Die steile These: Wer ist schlimmer als RB Leipzig?

Die Anhänger des wahren™ Fußballs: Sie versuchen zu definieren, was gutes Fansein ausmacht, doch schaffen wertkonservativen Kitsch.

Der DFB-Pokal, ein goldener Pott, vor einer Menge an rot-weiß gekleideten Fußballfans

Die Fans von RB Leipzig feiern nach dem Sieg im Finale Foto: Lisi Niesner/reuters

Der Mai ist für Fußballfreunde der Monat der Entscheidungen. Dauernd letzte Spieltage, Finals, Relegationen, dauernd späte Tore, Glück, Entsetzen, Dramatik. Dafür lieben sie den Sport.

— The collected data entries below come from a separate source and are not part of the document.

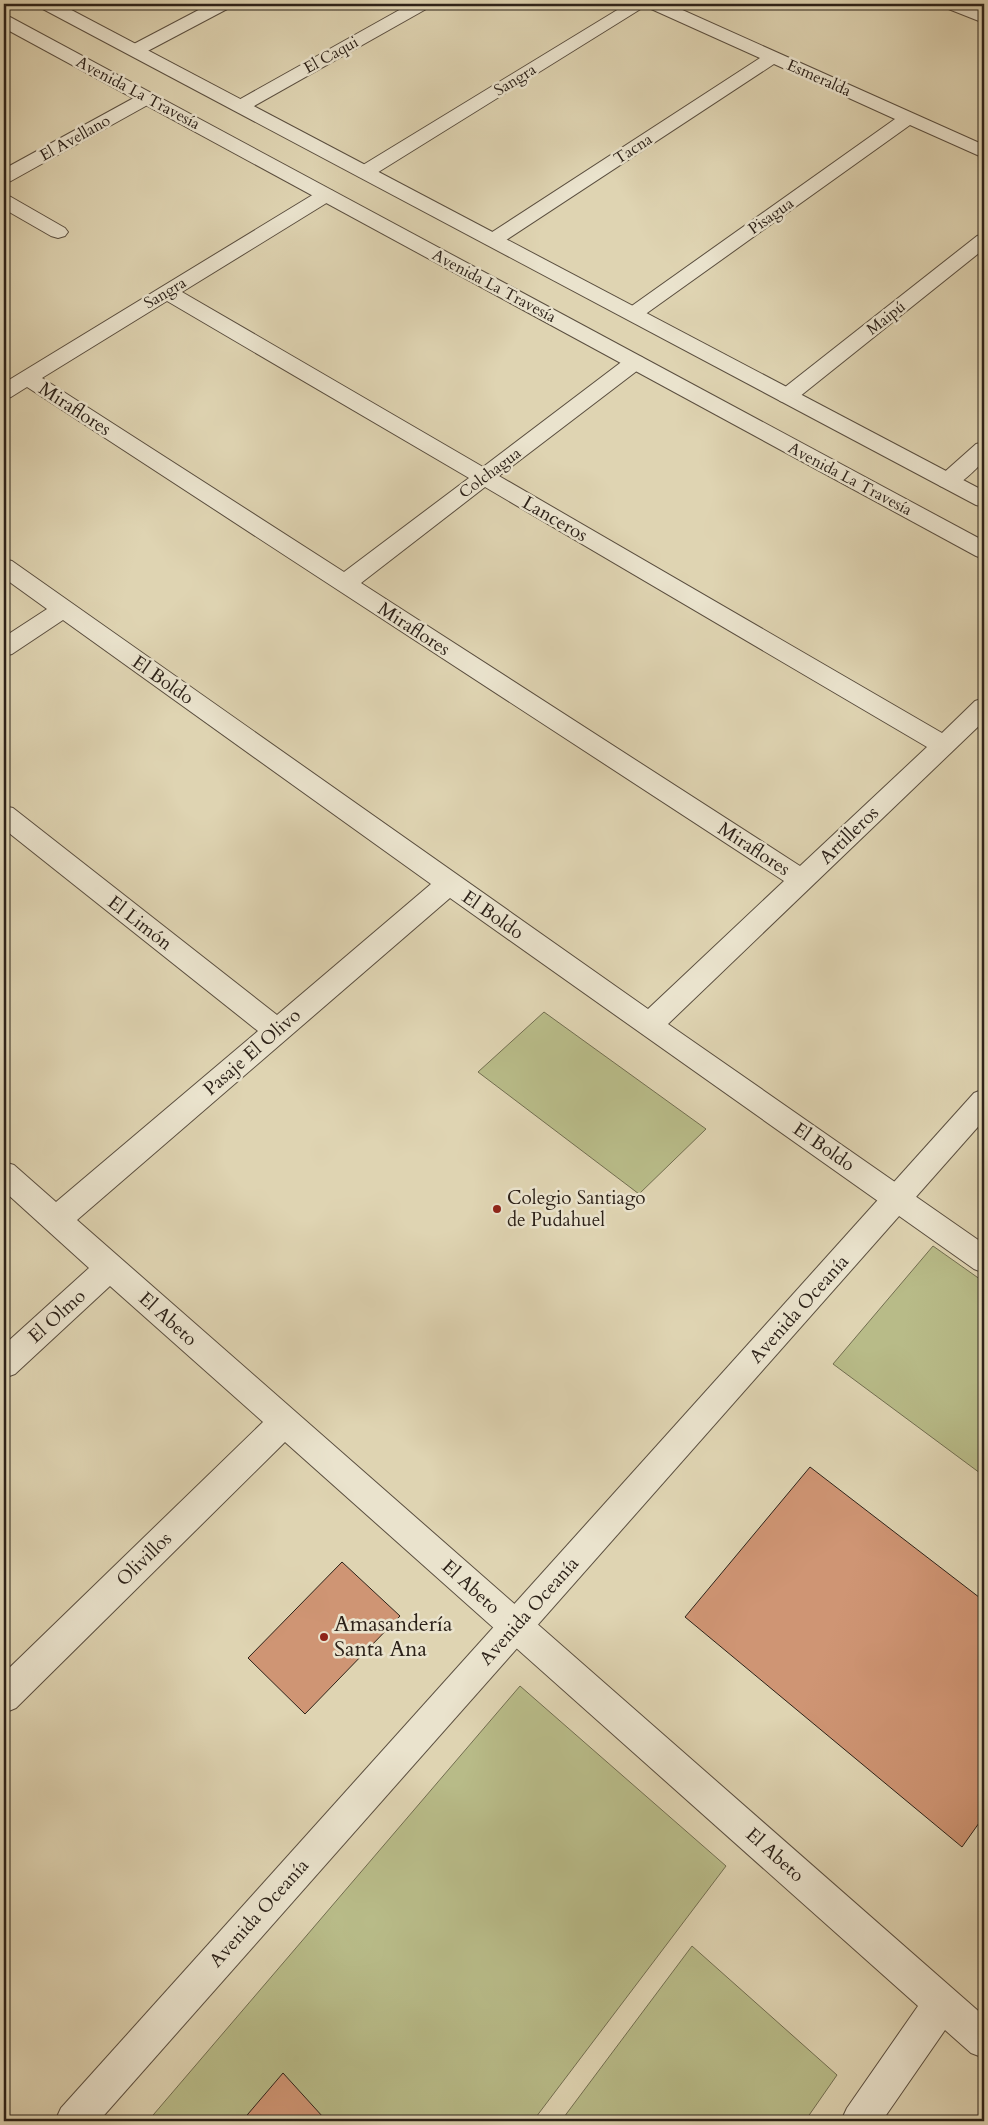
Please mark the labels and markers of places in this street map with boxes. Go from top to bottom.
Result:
place label: Colegio Santiago de Pudahuel [507,1185,646,1233]
marker: Colegio Santiago de Pudahuel [491,1203,503,1215]
place label: Amasandería Santa Ana [334,1609,453,1664]
marker: Amasandería Santa Ana [318,1631,330,1643]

Für deutsche Fans hatte es in diesem Jahr die dritte Maiwoche besonders in sich. Zunächst am Mittwoch das Finale der Europa League. Die Vollendung eines Märchens. Eintracht Frankfurt, in den vergangenen Jahrzehnten öfters auch mal in der Zweiten Liga, schaffte es nach einem Ritt über den Kontinent tatsächlich, seine eigene Cinderella-Story zu krönen. Es war der Sieg des unberechenbaren Moments im Fußball. Geld schießt eben doch keine Tore.

Dann am Samstag das Finale des DFB-Pokals. Für viele die Vollendung eines Albtraums. Rasenballsport Leipzig gewann den ersten Titel in seiner gerade einmal 13-jährigen Vereinsgeschichte. Und das auch noch gegen den SC aus der Fahrradfahrer- und Backgammonspielerstadt Freiburg, einen der Everybody’s Darlings des deutschen Profifußballs, seit 118 Jahren titellos. Für viele Fans war der Sieg dieses „Konstrukts“, wie RB Leipzig immer wieder gern genannt wird, so was wie der Triumph von Voldemort, Darth Sidious und Putin zusammen. Geld schießt eben doch Tore, on the long run.

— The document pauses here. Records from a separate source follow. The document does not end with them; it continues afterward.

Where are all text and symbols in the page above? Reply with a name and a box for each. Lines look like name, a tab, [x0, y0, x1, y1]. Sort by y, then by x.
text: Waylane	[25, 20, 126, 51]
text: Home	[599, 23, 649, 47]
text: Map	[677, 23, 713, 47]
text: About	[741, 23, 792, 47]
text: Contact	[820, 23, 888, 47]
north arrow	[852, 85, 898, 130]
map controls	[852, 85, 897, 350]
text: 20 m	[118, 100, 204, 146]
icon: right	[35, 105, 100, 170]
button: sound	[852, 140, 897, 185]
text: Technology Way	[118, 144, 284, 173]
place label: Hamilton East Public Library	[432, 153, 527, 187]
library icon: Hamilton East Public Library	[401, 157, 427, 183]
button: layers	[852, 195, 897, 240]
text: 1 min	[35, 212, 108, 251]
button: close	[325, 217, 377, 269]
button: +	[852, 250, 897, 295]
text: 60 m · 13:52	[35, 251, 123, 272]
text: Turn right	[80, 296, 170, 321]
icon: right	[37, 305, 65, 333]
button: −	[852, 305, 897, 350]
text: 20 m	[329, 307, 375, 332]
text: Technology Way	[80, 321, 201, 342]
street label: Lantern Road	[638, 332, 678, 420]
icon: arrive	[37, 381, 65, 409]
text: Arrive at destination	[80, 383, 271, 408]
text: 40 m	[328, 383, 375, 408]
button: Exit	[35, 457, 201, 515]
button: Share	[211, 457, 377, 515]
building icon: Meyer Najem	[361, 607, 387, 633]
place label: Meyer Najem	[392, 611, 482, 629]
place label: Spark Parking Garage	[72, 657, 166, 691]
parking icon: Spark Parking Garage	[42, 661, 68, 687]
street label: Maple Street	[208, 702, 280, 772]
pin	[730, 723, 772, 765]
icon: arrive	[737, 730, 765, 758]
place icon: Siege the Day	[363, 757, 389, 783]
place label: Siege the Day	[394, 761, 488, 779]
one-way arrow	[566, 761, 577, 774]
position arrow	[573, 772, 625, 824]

Schwarz und Weiß. Yin und Yang. Ähnlich eindeutig zweigeteilt war auch das öffentliche Echo. Viel Liebe für Eintracht Frankfurt, der Hessische Rundfunk schob gleich mal eine 42-minütige Jubeldoku mit dem komplett unironischen Namen „Eine Traumreise durch Europa“ ins Programm. Viel Häme gegenüber RB Leipzig, was sogar schon vor dem Finale losging. Von niemandem dazu gefragt, erklärte der Drittligist VfL Osnabrück (of all clubs!) seine Solidarität mit Freiburg im Endspiel.

Ein Verein als Marketingtool

Nun hat Fußballdeutschlands Abneigung gegen RB Leipzig einige gute Gründe. Tatsächlich ist die Mannschaft Teil der Verkaufsstrategie des Energy­drink­-Herstellers Red Bull, der über Sportsponsoring sein Image als virile Marke stärken will. Nur dafür wurde der Verein gegründet. Um sich im deutschen Profifußball etablieren zu können, mussten dabei mehrere halb legale Tricksereien veranstaltet werden. Und überhaupt, „Verein“: RB Leipzig hat ungefähr 20 Mitglieder, Eintracht Frankfurt mehr als 100.000. Schließlich ist Red-Bull-Gründer Dietrich Mateschitz auch noch ein ziemlicher Rechtsaußen. Alles nicht sehr schön, alles zu Recht in der Kritik.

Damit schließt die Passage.